## WORK TASK
Copy each line of the following data that contains "ASKÖ".

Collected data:
============================================================

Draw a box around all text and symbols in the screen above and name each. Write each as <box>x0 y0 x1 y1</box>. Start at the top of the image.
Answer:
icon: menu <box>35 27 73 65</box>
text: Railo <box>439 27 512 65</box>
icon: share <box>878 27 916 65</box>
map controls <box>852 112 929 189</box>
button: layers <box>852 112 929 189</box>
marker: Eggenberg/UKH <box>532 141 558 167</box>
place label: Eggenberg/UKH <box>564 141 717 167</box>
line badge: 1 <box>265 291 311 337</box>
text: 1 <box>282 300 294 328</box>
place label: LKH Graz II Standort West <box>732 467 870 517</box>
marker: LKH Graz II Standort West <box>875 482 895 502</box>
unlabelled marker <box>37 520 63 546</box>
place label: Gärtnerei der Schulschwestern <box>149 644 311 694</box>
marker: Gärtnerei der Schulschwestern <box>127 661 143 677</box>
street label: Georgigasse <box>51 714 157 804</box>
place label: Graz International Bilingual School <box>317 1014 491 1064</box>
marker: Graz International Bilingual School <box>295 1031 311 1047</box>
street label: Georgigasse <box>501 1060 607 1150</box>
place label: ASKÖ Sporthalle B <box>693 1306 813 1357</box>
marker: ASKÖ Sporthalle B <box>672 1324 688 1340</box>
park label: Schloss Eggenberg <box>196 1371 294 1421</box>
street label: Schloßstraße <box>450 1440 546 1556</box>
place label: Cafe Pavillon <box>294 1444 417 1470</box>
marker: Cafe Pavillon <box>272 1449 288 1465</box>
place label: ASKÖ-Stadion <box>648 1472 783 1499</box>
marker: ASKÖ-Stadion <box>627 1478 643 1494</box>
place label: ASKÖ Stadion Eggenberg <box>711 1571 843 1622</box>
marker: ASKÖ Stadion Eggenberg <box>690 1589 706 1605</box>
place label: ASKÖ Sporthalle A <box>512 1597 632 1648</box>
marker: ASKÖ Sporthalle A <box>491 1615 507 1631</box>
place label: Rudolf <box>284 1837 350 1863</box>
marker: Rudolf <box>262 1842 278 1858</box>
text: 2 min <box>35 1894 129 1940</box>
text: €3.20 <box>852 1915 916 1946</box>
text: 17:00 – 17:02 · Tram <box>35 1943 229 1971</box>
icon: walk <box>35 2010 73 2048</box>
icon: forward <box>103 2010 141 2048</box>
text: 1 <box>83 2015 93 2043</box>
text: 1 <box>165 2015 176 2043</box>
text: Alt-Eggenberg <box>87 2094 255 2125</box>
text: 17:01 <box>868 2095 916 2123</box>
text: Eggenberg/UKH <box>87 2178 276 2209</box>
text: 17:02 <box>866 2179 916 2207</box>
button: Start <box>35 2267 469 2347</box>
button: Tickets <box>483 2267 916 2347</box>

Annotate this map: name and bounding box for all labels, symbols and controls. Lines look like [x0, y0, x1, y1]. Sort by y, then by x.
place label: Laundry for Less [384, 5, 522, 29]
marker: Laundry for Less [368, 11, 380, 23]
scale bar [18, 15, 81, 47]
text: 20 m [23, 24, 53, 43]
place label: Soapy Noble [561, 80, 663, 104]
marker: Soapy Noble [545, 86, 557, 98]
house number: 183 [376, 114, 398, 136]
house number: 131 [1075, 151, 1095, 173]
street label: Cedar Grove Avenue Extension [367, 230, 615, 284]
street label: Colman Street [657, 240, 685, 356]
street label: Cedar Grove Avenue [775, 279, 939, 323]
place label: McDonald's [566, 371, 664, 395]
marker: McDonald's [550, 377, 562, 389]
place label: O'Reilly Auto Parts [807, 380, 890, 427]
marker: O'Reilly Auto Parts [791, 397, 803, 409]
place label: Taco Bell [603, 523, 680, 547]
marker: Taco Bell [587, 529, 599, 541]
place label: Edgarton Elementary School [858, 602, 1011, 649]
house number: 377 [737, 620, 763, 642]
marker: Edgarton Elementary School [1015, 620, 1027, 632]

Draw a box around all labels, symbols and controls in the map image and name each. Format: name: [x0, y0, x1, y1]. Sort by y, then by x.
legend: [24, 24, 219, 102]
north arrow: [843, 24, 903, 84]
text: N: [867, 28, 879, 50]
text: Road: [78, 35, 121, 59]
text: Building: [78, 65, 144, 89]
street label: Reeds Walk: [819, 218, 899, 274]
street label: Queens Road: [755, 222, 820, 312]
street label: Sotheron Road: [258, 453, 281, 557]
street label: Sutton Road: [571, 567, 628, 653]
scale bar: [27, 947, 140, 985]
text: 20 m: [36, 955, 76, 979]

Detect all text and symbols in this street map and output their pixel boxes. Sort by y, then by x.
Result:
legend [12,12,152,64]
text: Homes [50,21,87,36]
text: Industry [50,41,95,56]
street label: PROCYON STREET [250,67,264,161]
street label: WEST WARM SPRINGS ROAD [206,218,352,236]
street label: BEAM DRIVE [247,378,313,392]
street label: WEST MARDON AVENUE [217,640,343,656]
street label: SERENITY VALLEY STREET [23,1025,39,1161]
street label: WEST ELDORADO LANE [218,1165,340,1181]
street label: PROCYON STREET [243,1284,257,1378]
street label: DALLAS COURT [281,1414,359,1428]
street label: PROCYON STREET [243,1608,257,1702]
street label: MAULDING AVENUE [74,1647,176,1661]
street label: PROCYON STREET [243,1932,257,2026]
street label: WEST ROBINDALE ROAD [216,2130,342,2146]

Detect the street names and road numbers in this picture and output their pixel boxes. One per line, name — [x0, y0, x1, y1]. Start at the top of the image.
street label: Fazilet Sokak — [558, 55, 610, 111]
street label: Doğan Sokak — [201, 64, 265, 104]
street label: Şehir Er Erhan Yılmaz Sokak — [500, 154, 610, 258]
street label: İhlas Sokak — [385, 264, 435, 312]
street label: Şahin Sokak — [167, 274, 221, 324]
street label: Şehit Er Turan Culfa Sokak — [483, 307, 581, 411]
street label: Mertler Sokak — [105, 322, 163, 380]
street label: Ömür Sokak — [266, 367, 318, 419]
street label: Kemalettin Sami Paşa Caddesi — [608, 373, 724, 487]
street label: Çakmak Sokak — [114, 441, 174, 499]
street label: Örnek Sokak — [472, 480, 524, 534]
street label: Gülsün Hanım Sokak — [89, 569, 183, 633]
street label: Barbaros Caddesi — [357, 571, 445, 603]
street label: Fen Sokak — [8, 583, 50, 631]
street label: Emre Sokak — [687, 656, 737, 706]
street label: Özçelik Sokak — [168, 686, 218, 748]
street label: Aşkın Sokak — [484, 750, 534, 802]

============================================================

## TASK RESPONSE
place label: ASKÖ Sporthalle B <box>693 1306 813 1357</box>
marker: ASKÖ Sporthalle B <box>672 1324 688 1340</box>
place label: ASKÖ-Stadion <box>648 1472 783 1499</box>
marker: ASKÖ-Stadion <box>627 1478 643 1494</box>
place label: ASKÖ Stadion Eggenberg <box>711 1571 843 1622</box>
marker: ASKÖ Stadion Eggenberg <box>690 1589 706 1605</box>
place label: ASKÖ Sporthalle A <box>512 1597 632 1648</box>
marker: ASKÖ Sporthalle A <box>491 1615 507 1631</box>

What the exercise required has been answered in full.